Can you elaborate on this idea?
Here's one version of the basic idea summarised in a paper by Alexander Berezin:

“First in, last out” solution to the Fermi Paradox: what if the first life that reaches interstellar travel capability necessarily eradicates all competition to fuel its own expansion?

I am not suggesting that a highly developed civilization would consciously wipe out other lifeforms. Most likely, they simply won’t notice, the same way a construction crew demolishes an anthill to build real estate because they lack incentive to protect it. And even if the individuals themselves try their best to be cautious, their von Neumann probes probably don’t.

This problem is similar to the infamous “Tragedy of the commons”. The incentive to grab all available resources is strong, and it only takes one bad actor to ruin the equilibrium, with no possibility to prevent them from appearing at interstellar scale. One rogue AI can potentially populate the entire supercluster with copies of itself, turning every solar system into a
supercomputer, and there is no use asking why it would do that. All that matters is that it can.

[1803.08425] "First in, last out" solution to the Fermi Paradox (arxiv.org)

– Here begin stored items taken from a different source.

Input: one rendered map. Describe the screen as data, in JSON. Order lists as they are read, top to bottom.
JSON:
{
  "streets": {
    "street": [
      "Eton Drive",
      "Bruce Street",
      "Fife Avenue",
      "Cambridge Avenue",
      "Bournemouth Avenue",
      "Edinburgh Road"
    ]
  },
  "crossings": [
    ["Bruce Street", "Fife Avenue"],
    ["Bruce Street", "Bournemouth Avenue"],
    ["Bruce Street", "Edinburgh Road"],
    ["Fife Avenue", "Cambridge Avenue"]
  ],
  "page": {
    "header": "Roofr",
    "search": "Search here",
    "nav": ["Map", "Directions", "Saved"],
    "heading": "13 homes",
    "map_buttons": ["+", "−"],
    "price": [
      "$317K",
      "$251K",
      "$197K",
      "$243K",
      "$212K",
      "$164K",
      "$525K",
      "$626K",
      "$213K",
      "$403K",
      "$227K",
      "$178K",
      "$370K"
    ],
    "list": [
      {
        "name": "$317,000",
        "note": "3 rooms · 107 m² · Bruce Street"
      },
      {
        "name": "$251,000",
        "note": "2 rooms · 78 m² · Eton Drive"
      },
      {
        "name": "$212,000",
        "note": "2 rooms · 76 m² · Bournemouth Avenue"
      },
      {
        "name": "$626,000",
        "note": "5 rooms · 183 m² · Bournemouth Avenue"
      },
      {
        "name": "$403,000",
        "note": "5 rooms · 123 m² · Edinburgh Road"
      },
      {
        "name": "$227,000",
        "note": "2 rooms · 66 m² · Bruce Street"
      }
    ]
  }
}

I tend to prefer the Great Filter hypothesis as applied to the transition from unicellular to multicellular lifeforms.

Great Filter - Wikipedia
 
I always think a sufficient level of technology or technology with the potential to run out of control is a great filter type
 
I always think a sufficient level of technology or technology with the potential to run out of control is a great filter type

That's really the same as the tragedy of the commons argument I linked as well as being on the list of potential Great Filter events. There's also no reason why there shouldn't be more than one filter.